A new version of https://github.com/exoscale/coax has been out for a while (unannounced here) - 1.0.0-alpha10
It adds caching of coercers resolution (it will parse spec forms once per spec only), so it's a massive speed increase.
Be aware of how caching works when you work from the repl, you can turn it off via options. https://github.com/exoscale/coax#caching
We also released an initial version of https://github.com/exoscale/telex - an http client based on http://java.net.http.httpclient It's very lightweight, runs everything through an interceptor chain that you can control (using https://github.com/exoscale/interceptor). For instance by default it supports both ring1 ring2 format depending on the chain you specify. The default interceptor chain is ring1 style. You can also do things such as skipping any kind of header parsing or ring style req/resp and hit the low level java api from that chain, basically lowering "framework" overhead to almost nothing. It leverages the CompletableFutures returned by the client for the async part and also provides an api to compose these via https://github.com/mpenet/auspex (it's very similar to manifold in terms of api, but just uses completablefuture interop., so another very thin facade)

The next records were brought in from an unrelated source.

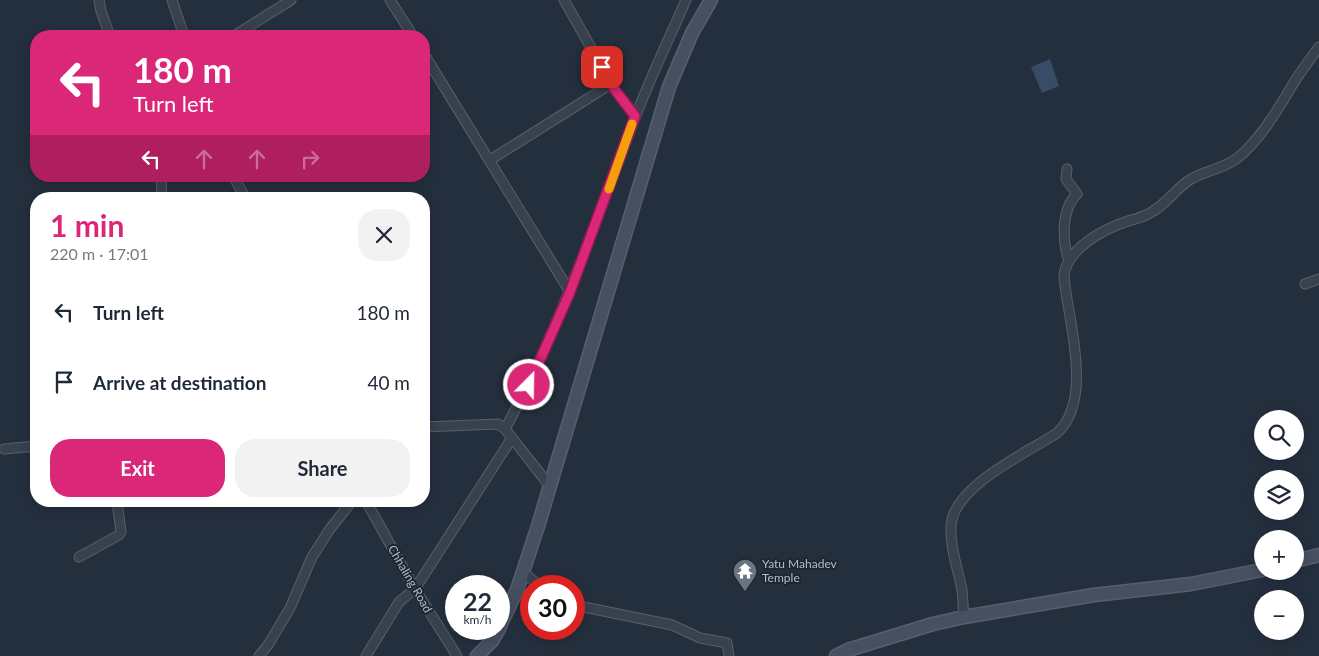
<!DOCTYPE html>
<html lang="en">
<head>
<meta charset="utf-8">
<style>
	:root { --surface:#fff; --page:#f2f2f3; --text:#1f2937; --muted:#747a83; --accent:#db2777 }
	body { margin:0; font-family:Lato,sans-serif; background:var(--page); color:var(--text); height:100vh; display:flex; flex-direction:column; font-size:19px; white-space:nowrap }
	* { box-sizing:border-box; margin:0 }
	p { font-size:16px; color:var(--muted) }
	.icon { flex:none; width:28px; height:28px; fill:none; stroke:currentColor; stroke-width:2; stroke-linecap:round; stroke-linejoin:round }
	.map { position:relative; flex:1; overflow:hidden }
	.side { position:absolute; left:30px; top:192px; width:400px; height:315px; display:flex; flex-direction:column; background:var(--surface); border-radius:20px; box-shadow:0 2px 12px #0003 }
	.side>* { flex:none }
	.banner { position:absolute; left:30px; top:30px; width:400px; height:152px; border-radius:20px; box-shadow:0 2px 12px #0003; background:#db2777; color:#fff; overflow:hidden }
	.tools { position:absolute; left:1254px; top:410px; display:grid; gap:10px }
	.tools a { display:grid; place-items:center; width:50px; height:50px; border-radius:50%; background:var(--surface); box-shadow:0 2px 12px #0003; font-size:25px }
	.speed { position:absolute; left:445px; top:575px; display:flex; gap:10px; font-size:25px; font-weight:700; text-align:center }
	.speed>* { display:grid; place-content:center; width:65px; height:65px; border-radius:50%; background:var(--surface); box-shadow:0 2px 12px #0003; line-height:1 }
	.speed small { font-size:12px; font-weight:400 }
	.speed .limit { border:8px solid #d22; background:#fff; color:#111 }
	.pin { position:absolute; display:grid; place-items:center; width:42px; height:42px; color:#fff; margin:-21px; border-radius:10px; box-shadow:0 2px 8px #0006 }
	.me { position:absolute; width:55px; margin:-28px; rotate:23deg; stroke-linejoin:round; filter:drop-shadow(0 0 4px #0008) }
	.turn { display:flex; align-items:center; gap:18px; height:105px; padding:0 20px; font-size:22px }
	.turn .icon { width:65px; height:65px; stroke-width:2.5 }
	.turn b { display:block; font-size:35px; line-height:42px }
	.lanes { display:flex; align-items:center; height:48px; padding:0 20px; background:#0003; justify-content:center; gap:25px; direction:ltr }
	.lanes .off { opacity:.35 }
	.round { display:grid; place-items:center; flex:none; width:52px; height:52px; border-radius:20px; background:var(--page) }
	.headline { display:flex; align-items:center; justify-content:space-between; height:85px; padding:0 20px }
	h1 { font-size:30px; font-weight:700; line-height:38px; color:var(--accent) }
	.button { display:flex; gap:10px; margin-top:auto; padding:10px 20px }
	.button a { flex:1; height:58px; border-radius:20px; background:var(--accent); color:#fff; font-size:20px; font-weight:700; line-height:58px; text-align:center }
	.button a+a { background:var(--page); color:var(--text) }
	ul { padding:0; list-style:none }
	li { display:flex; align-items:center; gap:15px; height:70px; padding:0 20px }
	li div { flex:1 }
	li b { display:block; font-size:19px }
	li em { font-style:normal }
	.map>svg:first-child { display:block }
	.water { fill:#394c67 }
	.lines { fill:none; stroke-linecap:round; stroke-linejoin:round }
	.street-casing { stroke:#565f6c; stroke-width:11 }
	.secondary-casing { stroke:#565f6c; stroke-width:15 }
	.street { stroke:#38414e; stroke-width:9 }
	.secondary { stroke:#465061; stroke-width:12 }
	.route-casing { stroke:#8e194d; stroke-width:12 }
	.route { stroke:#db2777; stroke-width:9 }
	.slow { stroke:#f59e0b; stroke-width:9 }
	.labels { text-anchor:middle; stroke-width:4; stroke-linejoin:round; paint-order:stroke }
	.poi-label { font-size:12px; fill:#b4bcc9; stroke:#1d2633; text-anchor:start }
	.street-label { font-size:12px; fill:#b4bcc9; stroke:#1d2633 }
</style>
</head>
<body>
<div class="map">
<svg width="1319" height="656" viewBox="0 0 1319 656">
	<rect width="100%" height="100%" fill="#242f3e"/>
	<polygon class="water" points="1050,59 1059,86 1042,93 1031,67"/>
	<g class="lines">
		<defs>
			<g id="street">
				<polyline points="99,0 101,11 110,36"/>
				<polyline points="172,0 184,36"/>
				<polyline points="390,0 413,36"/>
				<polyline points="564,0 615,90 635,116"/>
				<polyline points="234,36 291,0"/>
				<polyline points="424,54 570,292"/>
				<polyline points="490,160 611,84"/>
				<path d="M1067,169l-1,10 11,15c-16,15 -15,47 -8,67"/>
				<polyline points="161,176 162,199"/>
				<polyline points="233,176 246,199"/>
				<polyline points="1305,284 1319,279"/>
				<polyline points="424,427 498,424 505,429 549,485"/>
				<path d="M505,429c54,-99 90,-206 130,-311 15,-40 34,-79 51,-118"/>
				<polyline points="4,449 36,446"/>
				<polyline points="366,501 415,589 457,656"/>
				<polyline points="79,557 119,535 121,532 117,501"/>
				<polyline points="523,572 539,586"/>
				<polyline points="574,605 672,625 700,638 727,643 729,656"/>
				<path d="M964,617c-1,-9 -1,-18 -2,-27 -4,-21 -12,-42 -11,-64 2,-40 76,-73 106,-93 37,-34 11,-112 7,-156 1,-27 38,-47 61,-55 9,-3 17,-4 25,-9 16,-8 26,-25 41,-34 14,-8 31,-10 45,-20 22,-16 43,-51 57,-75 8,-13 17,-25 26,-37"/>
				<polyline points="259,656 268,645 290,608 312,557 330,529 352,501"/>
				<polyline points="366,656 399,602 415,589 512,438"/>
			</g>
			<g id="secondary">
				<polyline points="1295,561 1319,555"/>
				<polyline points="499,628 517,590 538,526 669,87 692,33 711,0"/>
				<polyline points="477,656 492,641 499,629"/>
				<polyline points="836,656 848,650 933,624 964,617 1094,595 1191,584 1262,570"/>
			</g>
		</defs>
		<use href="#street" class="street-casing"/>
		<use href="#secondary" class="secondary-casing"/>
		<use href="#street" class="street"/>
		<use href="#secondary" class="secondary"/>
	</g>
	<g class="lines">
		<defs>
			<polyline id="route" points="529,385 570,292 635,116 615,90 602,67"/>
		</defs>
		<use href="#route" class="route-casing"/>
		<use href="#route" class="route"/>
		<polyline class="slow" points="609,189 632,124"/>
	</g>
	<defs>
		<symbol id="temple-pin" viewBox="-11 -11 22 30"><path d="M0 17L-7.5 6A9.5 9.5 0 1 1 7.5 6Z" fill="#6b7280" stroke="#1d2633"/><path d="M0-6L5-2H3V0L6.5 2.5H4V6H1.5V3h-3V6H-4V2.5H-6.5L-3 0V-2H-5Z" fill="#fff"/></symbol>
	</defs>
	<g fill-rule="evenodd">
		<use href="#temple-pin" x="731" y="557" width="28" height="38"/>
	</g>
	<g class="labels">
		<g class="poi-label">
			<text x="762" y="568">Yatu Mahadev<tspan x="762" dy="14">Temple</tspan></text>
		</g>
		<g class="street-label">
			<text transform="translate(410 579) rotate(60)" y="4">Chhaling Road</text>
		</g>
	</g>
</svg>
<div class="tools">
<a><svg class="icon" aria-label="search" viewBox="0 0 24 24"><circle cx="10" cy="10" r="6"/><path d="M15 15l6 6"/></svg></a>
<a><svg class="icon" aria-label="layers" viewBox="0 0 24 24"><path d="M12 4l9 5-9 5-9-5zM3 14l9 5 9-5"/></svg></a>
<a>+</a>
<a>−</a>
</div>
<div class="speed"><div>22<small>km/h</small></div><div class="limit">30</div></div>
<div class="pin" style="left:602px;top:67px;background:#d93025"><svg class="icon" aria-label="arrive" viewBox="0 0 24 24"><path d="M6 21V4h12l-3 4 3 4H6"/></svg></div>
<svg class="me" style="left:529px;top:385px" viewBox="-20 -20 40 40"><circle r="17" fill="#db2777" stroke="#fff" stroke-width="3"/><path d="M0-11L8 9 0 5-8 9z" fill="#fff"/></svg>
<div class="banner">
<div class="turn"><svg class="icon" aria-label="left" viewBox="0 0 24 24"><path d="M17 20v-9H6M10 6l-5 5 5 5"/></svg><div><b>180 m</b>Turn left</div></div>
<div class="lanes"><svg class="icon" aria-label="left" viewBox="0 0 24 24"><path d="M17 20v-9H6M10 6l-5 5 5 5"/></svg><svg class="icon off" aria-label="ahead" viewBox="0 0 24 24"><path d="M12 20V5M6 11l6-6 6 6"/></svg><svg class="icon off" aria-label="ahead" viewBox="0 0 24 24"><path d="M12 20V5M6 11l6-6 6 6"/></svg><svg class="icon off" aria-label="right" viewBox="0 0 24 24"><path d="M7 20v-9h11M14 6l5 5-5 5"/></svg></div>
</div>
<section class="side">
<div class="headline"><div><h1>1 min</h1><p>220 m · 17:01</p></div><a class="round"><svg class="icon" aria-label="close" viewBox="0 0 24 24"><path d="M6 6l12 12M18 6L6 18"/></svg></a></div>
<ul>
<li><svg class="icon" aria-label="left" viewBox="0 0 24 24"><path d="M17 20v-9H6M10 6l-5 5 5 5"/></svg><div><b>Turn left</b></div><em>180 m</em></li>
<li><svg class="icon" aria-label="arrive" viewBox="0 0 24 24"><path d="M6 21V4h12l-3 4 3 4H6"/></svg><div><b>Arrive at destination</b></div><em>40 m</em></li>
</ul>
<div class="button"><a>Exit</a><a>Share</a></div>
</section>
</div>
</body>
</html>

New version of https://github.com/mpenet/tape is out as well, using the latest ChronicleQueue/ChronicleBytes
interesting! what was the main thing that lead you to create this project?
The need to find a replacement for aleph http client, plus in one particular case limiting dependencies
Having interceptors at the bottom also, we use these quite a bit
cool. I have a new api I need to hit. 🙂
In > Chronicle Queue is similar to a low latency broker less durable.. wouldn't it be better with brokerless or broker-less?